Columbia's Group for Experimental Methods in the Humanities
about events impact projects lab-culture people

We are a group of literary scholars, sociologists of knowledge, and information designers interested in experimenting with distant reading, lateral reading, cultural analytics, digital philology, micro- and macro-analysis, and textual trans-mediation. We believe that the humanities are not just a set of values or theories, they offer a way of enacting change in the world: from the creation of taxonomies, to knowledge design, material history, and large-scale text analysis. This research cluster therefore showcases new research methods, which complement traditional practices of deep thought and contextual reflection with a robust sense of making and doing.


» Middlemarch Critical Histories

  • Jonathan Reeve
  • Milan Terlunen
  • Sierra Eckert

(The main project page may be found here, via the XPMethod GitHub Organization.)

Text reuse detection technology and approximate text matching have made possible the large-scale computational identification of intertextuality. These technologies have often been used in plagiarism detection and in studies of journalistic text reuse. Fewer studies, however, have applied these methods to humanities research. We present a method for quantifying the critical reception history of a source text by analyzing the precise location, density and chronology of its citations.


» Macro-Etymological Textual Analysis

  • Jonathan Reeve

Word histories are correlated strongly with the tone and genre of a text. When a writer chooses the word “enchantment” instead of “spell,” or “inquire” instead of “ask,” this decision may indicate, to some degree, the speaker’s mode, dialect, or level of formality. These modes may be then be measured by quantifying the aggregated etymology of an entire text. The Macro-Etymological Analyzer is a command-line utility, written in Python, that quantifies the etymologies of a text using the Etymological Wordnet.
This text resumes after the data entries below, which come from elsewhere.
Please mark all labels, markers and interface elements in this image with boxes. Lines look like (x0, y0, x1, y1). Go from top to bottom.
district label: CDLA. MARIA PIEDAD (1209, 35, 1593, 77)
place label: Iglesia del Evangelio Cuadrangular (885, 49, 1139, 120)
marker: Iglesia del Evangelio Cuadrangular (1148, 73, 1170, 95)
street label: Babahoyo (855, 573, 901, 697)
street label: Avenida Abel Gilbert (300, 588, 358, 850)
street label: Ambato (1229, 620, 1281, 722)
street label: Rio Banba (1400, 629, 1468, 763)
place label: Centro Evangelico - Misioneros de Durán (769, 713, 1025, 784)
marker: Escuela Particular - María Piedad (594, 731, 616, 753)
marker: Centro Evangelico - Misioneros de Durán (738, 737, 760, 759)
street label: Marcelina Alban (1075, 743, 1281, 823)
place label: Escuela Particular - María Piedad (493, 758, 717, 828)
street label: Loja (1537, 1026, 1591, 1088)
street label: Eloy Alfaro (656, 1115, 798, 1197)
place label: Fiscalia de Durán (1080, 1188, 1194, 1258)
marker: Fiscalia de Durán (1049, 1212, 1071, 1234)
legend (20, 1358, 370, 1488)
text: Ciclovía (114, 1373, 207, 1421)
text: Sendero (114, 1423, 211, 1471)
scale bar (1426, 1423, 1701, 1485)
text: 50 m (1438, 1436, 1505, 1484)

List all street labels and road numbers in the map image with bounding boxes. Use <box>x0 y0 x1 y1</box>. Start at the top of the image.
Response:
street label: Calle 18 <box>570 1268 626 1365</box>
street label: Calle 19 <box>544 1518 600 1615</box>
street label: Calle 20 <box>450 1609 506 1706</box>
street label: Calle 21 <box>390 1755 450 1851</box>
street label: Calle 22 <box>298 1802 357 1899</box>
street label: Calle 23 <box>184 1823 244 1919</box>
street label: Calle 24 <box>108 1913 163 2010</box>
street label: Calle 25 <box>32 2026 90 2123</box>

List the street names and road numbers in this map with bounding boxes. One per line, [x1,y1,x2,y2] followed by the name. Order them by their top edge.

» Jail of Mountjoy graphic

  • Casey Michael Henry

Finnegans Wake is a text marked by music, yet this simple fact has long been obscured by the forbidding layering of Joyce’s prose. A book that should be appreciated for its lyrical assonance and rhythms has become a notorious symbol for impenetrability and displeasure. Anyone who has heard Joyce read the “Anna Livia Plurabelle” section can appreciate the Wake’s integral aural component. Anyone appreciating Joyce’s penchant for bawdy limericks and coarse double-entendre (such as naming a book of poetry, Chamber Music, after the “music” of a chamber pot) can understand his link to unconventional music.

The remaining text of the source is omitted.